From: Aditya K Sood <zeroknock(at)secniche.org>
Date: Thu Sep 20 2007 - 00:18:09 EDT

I have released core research paper on SIP comprising of Payload problems and Attack vectors.

This research paper lays stress on the potential weaknesses present in the SIP
which make it vulnerable to stringent attacks. The point of discussion is to understand the weak spots in the protocol. The payloads constitute the request vectors. The protocol inherits well defined security procedures and implementation objects.
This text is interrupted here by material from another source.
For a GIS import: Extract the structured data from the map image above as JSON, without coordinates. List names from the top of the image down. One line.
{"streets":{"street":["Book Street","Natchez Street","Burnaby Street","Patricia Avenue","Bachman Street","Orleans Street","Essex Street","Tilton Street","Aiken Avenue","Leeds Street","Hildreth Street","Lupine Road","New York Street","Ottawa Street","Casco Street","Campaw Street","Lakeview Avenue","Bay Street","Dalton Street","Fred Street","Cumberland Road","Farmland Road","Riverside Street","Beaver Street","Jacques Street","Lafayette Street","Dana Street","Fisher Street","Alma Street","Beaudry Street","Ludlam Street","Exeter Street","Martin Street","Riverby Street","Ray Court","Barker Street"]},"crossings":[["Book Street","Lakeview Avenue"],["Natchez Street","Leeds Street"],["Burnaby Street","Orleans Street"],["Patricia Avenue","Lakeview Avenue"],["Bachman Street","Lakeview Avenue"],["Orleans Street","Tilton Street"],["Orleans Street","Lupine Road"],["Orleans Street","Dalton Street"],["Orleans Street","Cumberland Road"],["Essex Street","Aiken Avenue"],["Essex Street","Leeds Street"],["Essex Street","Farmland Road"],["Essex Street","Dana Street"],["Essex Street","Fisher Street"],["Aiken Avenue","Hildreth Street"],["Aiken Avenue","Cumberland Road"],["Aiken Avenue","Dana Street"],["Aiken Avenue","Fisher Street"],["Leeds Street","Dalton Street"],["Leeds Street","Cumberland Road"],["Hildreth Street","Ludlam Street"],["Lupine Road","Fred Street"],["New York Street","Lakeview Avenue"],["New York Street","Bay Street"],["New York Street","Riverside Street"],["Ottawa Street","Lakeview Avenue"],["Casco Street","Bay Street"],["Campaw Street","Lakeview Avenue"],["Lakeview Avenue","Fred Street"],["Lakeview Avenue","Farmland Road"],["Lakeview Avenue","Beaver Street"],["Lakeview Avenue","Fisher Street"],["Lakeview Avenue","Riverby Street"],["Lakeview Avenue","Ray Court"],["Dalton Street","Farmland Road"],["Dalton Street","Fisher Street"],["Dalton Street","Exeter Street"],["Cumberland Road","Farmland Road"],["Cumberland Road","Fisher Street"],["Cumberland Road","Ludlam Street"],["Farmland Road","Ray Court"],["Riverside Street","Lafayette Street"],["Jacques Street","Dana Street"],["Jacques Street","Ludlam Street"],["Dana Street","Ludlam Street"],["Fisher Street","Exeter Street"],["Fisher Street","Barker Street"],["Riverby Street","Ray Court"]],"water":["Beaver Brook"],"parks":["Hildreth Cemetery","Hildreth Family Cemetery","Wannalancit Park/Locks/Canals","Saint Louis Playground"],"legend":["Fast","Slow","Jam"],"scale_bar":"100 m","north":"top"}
The security model is hierarchical and is diverged in
every working layer of SIP from top to bottom. SIP features can be exploited easily if definitive attack base is subjugated. We will discuss about inherited
flaws and methods to combat against predefined attacks. The payloads have to be scrutinized at the network level. It is critical because payloads are considered as infection bases to infect networks . The pros and cons will be enumerated from security perspective.
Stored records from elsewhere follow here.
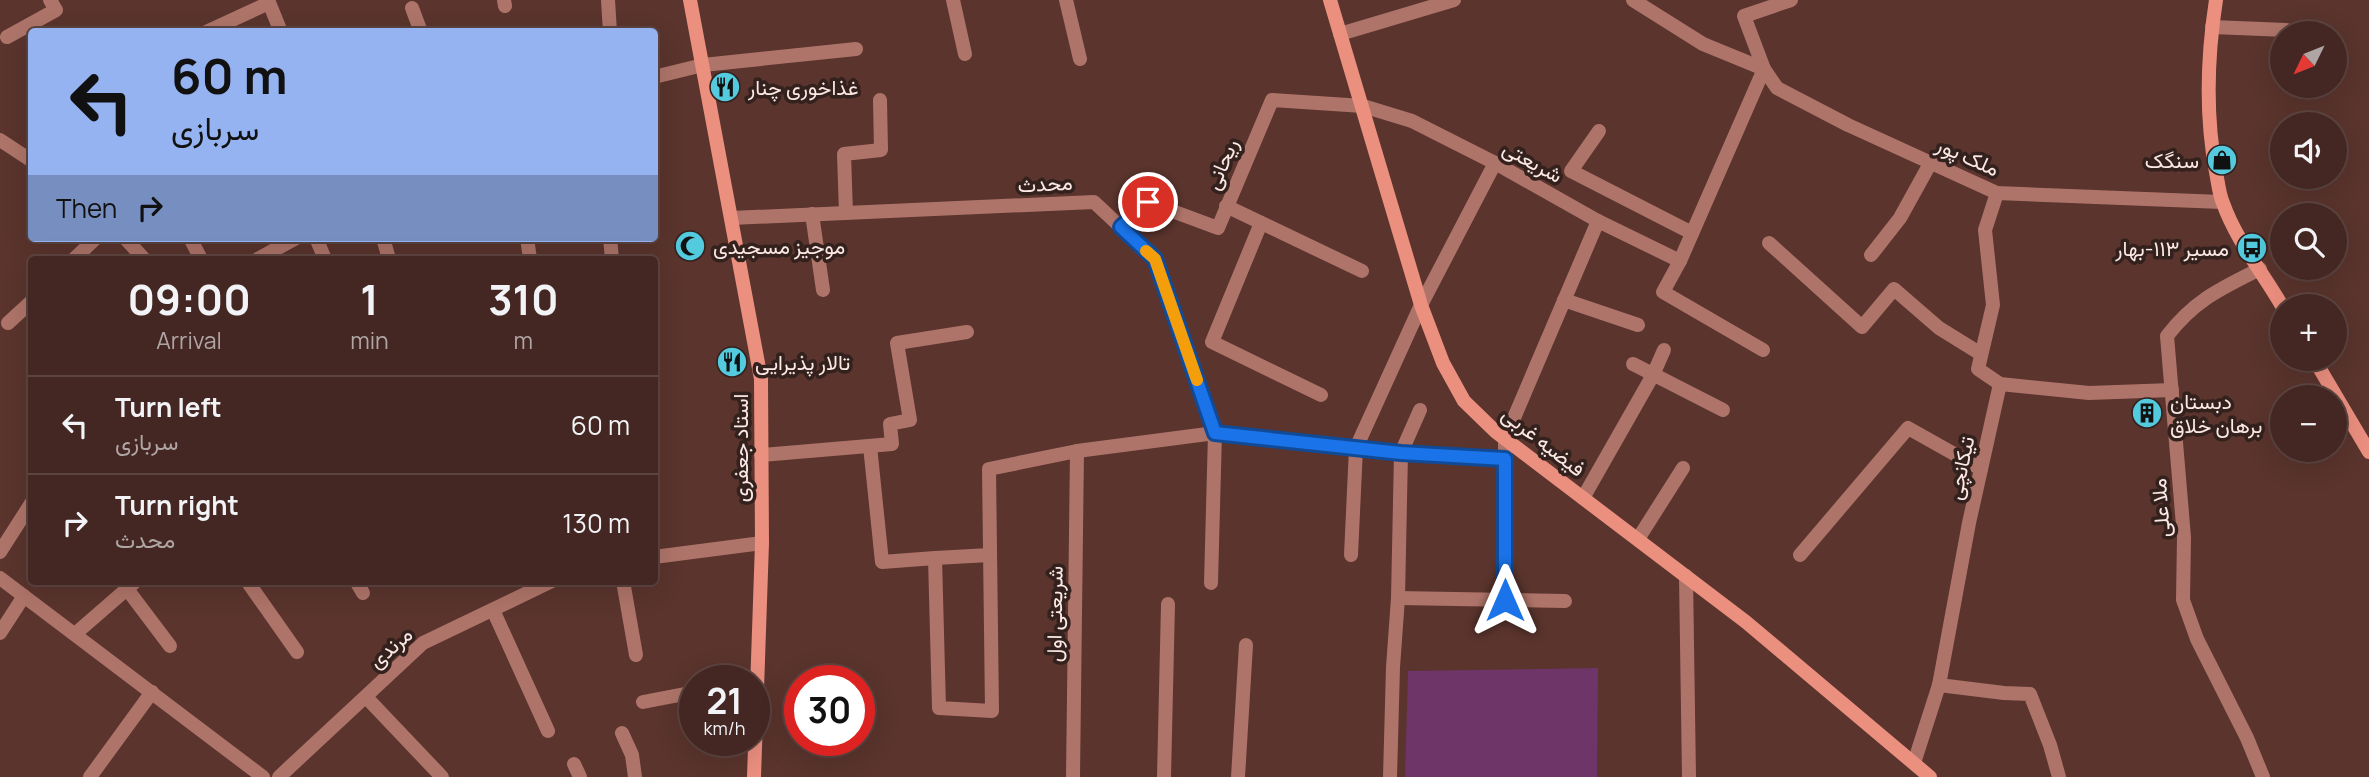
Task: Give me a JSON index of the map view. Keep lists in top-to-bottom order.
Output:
{
  "streets": {
    "street": [
      "ملک پور",
      "شریعتی",
      "ریحانی",
      "محدث",
      "فیضیه غربی",
      "استاد جعفری",
      "تیکانچی",
      "ملا علی",
      "شریعتی اول",
      "مرندی"
    ]
  },
  "crossings": [
    ["شریعتی", "ریحانی"],
    ["شریعتی", "فیضیه غربی"],
    ["ریحانی", "محدث"],
    ["ریحانی", "فیضیه غربی"],
    ["محدث", "استاد جعفری"],
    ["فیضیه غربی", "تیکانچی"]
  ],
  "places": {
    "restaurant": ["غذاخوری چنار", "تالار پذیرایی"],
    "shop": ["سنگک"],
    "mosque": ["موجیز مسجیدی"],
    "bus stop": ["مسیر ۱۱۳-بهار"],
    "building": ["دبستان برهان خلاق"]
  },
  "north": "bottom left",
  "page": {
    "map_buttons": ["+", "−"],
    "turn": ["60 m", "سربازی"],
    "then": "Then",
    "eta": [
      "09:00",
      "Arrival",
      "1",
      "min",
      "310",
      "m"
    ],
    "list": [
      {
        "name": "Turn left",
        "note": "سربازی",
        "value": "60 m"
      },
      {
        "name": "Turn right",
        "note": "محدث",
        "value": "130 m"
      }
    ],
    "speed": "21 km/h",
    "limit": "30"
  }
}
You can download paper at:

http://mlabs.secniche.org/papers/Scruti_SIP_Payloads.pdf

Regards
Aks aka 0kn0ck Received on Thu Sep 20 11:22:57 2007

This message: [ Message body ]
Next message: security-alert(at)hp.com: "[security bulletin] HPSBUX02251 SSRT071449 rev.2 - HP-UX Running BIND, Remote DNS Cache Poisoning"
Previous message: pdp (architect): "0day: PDF pwns Windows"

Contemporary messages sorted: [ By Date ] [ By Thread ] [ By Subject ] [ By Author ] [ By messages with attachments ]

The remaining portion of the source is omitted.